▶ Data records

Segment Open

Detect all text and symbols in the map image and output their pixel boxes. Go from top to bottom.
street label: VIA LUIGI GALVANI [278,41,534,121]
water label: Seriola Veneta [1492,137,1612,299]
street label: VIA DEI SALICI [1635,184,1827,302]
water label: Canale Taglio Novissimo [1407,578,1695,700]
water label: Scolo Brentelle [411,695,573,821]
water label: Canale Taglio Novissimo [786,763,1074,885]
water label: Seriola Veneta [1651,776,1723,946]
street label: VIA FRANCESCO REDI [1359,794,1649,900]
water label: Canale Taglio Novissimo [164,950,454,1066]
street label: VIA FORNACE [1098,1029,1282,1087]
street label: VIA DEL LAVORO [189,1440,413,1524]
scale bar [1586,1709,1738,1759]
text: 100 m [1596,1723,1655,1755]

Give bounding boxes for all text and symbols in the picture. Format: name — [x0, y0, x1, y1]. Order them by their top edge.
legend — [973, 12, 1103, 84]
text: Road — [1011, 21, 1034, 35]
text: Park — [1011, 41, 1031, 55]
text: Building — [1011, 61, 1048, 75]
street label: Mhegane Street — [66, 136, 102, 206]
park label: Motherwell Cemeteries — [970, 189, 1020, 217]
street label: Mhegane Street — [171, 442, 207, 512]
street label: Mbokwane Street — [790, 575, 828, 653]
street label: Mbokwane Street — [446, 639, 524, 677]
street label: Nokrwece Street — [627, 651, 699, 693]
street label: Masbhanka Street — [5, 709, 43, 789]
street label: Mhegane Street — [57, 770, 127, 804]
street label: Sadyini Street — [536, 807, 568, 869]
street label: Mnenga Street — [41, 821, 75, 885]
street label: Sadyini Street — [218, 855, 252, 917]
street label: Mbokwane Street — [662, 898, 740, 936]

Segment Closed

▶ Problem requirements
Write out the data again, exactly and in full.

▶ Task answer
Detect all text and symbols in the map image and output their pixel boxes. Go from top to bottom.
street label: VIA LUIGI GALVANI [278,41,534,121]
water label: Seriola Veneta [1492,137,1612,299]
street label: VIA DEI SALICI [1635,184,1827,302]
water label: Canale Taglio Novissimo [1407,578,1695,700]
water label: Scolo Brentelle [411,695,573,821]
water label: Canale Taglio Novissimo [786,763,1074,885]
water label: Seriola Veneta [1651,776,1723,946]
street label: VIA FRANCESCO REDI [1359,794,1649,900]
water label: Canale Taglio Novissimo [164,950,454,1066]
street label: VIA FORNACE [1098,1029,1282,1087]
street label: VIA DEL LAVORO [189,1440,413,1524]
scale bar [1586,1709,1738,1759]
text: 100 m [1596,1723,1655,1755]

Give bounding boxes for all text and symbols in the picture. Format: name — [x0, y0, x1, y1]. Order them by their top edge.
legend — [973, 12, 1103, 84]
text: Road — [1011, 21, 1034, 35]
text: Park — [1011, 41, 1031, 55]
text: Building — [1011, 61, 1048, 75]
street label: Mhegane Street — [66, 136, 102, 206]
park label: Motherwell Cemeteries — [970, 189, 1020, 217]
street label: Mhegane Street — [171, 442, 207, 512]
street label: Mbokwane Street — [790, 575, 828, 653]
street label: Mbokwane Street — [446, 639, 524, 677]
street label: Nokrwece Street — [627, 651, 699, 693]
street label: Masbhanka Street — [5, 709, 43, 789]
street label: Mhegane Street — [57, 770, 127, 804]
street label: Sadyini Street — [536, 807, 568, 869]
street label: Mnenga Street — [41, 821, 75, 885]
street label: Sadyini Street — [218, 855, 252, 917]
street label: Mbokwane Street — [662, 898, 740, 936]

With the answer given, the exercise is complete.